As important as the surgical approach is the discussion of expectations and risks with the patient. The patient must understand the risk for recurrent iritis and retinal detachment if the decision is made to proceed with an operation. My sense is that cosmetics are important to her, but this should be balanced against issues of visual function. I would also involve the vitreoretinal surgeon in the decision-making process because removal of the PFC is a consideration.
Any surgical intervention carries the risk for reactivating the uveitis. If the patient elects to proceed with surgery, I would initiate topical therapy (eg, prednisolone acetate [Pred Forte] 4 times a day or every 2 hours for 1 to 2 weeks before surgery) and deliver sub-Tenon's or intraocular triamcinolone acetate (Kenalog) at the time of surgery. Postoperatively, an extended course of steroids and probably an NSAID would be appropriate.

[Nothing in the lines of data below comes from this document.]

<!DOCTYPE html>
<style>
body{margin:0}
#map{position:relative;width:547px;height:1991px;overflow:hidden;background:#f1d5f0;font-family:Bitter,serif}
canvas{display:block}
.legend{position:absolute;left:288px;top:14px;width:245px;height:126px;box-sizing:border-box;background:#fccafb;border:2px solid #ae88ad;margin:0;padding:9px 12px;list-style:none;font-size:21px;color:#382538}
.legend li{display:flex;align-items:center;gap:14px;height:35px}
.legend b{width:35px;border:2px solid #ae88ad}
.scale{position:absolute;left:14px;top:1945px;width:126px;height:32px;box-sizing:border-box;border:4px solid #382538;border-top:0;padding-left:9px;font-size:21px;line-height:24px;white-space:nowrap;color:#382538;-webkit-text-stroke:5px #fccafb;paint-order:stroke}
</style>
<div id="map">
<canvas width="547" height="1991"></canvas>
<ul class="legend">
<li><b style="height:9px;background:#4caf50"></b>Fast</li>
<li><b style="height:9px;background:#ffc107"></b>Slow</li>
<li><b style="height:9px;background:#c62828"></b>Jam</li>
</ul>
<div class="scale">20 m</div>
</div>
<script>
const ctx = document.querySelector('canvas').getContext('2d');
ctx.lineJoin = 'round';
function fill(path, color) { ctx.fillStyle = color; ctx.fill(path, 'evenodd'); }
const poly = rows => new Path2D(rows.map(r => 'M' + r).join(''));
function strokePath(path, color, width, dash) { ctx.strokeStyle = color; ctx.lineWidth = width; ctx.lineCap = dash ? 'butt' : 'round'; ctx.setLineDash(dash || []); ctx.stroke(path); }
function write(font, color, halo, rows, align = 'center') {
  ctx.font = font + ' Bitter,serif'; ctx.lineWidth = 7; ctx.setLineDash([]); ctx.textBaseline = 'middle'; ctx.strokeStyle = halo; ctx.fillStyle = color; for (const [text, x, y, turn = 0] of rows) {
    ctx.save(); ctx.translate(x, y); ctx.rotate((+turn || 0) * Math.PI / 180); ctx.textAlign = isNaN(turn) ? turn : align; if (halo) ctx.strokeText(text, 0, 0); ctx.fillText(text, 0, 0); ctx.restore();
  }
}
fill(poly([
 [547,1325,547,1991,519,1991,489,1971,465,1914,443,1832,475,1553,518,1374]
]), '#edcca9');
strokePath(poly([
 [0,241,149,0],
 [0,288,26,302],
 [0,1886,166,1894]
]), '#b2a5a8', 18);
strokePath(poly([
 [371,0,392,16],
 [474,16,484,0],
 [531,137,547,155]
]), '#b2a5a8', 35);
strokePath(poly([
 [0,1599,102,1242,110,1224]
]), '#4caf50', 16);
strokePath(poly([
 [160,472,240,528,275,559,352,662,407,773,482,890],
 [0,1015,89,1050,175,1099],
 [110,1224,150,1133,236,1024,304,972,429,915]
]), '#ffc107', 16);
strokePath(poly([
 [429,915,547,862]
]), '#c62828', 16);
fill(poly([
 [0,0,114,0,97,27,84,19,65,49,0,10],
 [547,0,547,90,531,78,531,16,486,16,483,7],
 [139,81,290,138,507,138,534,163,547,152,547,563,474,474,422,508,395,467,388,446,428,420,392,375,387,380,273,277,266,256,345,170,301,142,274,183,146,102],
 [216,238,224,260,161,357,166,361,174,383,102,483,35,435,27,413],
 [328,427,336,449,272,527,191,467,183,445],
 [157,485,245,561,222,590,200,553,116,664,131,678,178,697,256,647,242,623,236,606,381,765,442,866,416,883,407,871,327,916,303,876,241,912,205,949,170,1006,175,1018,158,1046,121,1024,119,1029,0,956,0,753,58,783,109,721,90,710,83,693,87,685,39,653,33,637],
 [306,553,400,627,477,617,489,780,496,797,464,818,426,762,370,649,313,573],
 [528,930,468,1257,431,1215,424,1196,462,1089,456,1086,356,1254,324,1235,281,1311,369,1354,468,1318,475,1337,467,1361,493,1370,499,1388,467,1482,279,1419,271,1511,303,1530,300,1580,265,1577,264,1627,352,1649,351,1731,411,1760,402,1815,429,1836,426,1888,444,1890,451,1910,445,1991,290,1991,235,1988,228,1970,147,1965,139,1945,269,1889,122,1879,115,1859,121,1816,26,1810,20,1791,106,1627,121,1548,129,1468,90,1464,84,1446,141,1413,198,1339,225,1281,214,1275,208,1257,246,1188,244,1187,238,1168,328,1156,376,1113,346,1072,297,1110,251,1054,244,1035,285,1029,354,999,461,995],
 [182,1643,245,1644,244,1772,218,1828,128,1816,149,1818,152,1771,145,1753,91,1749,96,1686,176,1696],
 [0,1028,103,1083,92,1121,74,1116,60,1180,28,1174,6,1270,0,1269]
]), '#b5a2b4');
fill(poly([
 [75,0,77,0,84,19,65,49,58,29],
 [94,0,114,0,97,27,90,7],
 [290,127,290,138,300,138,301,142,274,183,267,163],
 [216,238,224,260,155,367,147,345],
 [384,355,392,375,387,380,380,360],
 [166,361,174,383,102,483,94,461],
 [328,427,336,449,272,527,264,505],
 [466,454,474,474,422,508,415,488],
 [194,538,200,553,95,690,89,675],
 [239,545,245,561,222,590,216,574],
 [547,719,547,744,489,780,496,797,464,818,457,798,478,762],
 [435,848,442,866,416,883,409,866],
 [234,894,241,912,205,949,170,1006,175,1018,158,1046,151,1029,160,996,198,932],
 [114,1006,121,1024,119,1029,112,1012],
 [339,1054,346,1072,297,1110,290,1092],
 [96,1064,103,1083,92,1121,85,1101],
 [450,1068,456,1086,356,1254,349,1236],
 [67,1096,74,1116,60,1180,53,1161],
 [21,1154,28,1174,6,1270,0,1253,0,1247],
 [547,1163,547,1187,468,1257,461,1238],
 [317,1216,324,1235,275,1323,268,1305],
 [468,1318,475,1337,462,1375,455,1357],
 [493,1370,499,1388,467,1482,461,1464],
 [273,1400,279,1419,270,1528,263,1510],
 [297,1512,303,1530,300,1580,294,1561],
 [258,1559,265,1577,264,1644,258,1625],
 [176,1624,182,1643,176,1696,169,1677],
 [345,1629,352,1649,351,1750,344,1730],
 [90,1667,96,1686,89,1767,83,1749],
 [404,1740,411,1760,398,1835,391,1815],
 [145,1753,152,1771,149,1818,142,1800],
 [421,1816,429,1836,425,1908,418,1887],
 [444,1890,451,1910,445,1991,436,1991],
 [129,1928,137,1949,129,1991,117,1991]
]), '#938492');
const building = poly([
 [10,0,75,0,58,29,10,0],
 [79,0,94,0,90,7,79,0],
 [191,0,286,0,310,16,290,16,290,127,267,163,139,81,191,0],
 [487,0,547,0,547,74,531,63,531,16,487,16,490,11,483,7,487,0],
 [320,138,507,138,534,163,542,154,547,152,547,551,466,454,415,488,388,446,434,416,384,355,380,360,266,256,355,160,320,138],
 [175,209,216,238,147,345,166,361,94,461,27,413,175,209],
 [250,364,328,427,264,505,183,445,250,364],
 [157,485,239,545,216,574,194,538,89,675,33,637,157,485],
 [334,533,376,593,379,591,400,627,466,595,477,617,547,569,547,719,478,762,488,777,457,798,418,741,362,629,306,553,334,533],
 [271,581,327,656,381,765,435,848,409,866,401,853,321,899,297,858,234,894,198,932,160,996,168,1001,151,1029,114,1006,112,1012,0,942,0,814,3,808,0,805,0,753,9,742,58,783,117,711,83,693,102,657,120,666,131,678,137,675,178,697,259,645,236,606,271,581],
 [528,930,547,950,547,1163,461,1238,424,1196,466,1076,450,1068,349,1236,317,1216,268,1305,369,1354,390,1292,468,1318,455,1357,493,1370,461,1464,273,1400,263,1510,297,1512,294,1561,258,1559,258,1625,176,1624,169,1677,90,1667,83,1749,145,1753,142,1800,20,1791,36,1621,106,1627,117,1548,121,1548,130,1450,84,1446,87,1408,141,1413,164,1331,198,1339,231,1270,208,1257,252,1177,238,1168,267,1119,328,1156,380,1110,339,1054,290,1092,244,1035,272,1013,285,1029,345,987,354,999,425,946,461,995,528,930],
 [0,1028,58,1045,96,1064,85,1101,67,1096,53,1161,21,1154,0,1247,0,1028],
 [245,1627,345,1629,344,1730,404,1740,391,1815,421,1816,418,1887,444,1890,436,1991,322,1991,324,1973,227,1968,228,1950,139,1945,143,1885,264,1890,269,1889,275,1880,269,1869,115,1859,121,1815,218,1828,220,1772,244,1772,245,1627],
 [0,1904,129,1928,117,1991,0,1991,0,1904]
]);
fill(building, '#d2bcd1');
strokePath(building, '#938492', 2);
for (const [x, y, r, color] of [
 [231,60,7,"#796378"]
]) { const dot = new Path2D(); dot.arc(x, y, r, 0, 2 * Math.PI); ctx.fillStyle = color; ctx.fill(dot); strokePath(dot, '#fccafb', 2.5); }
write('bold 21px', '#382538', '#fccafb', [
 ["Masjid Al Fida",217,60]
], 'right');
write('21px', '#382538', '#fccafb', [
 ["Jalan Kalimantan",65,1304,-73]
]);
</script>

Despite the statement in the case report that the IOL is in the capsular bag, it is obvious that the inferior portion of the optic is outside the bag. The photographs do not allow visualization of the anterior capsule, but I presume the initial capsule tear was larger than the optic and the anterior and posterior capsules are now fused beyond the edge of the optic.
Options for dealing with the IOL include repositioning it or an IOL exchange. Given the previous Nd:YAG laser capsulotomy, I would favor leaving the existing IOL. I would perform careful synechialysis to relieve the adhesions. Use of viscodissection could help reduce the need for blunt and sharp dissection and thus minimize the risk for postoperative uveitis. If the anterior capsule opening were smaller than the optic, it would be useful to reopen the bag to allow complete optic capture within the bag. However, I think the opening is too large in this case. To prevent future optic capture, the pupil should be constricted with interrupted polypropylene sutures or an iris cerclage.
An alternative that avoids suturing the iris would be to exchange the IOL and place an IOL with a larger optic (eg, AcrySof MA50BM with 6.5 mm optic) in the sulcus. An open posterior capsule makes this a riskier proposition, but use of viscodissection may facilitate this approach.
The PFC should not be left in the eye for an extended period, so I would perform the operation in conjunction with a PPV. This would be performed by a vitreoretinal colleague to remove the PFC from the posterior chamber. Endolaser or a buckling procedure may be warranted depending on the status of the retina.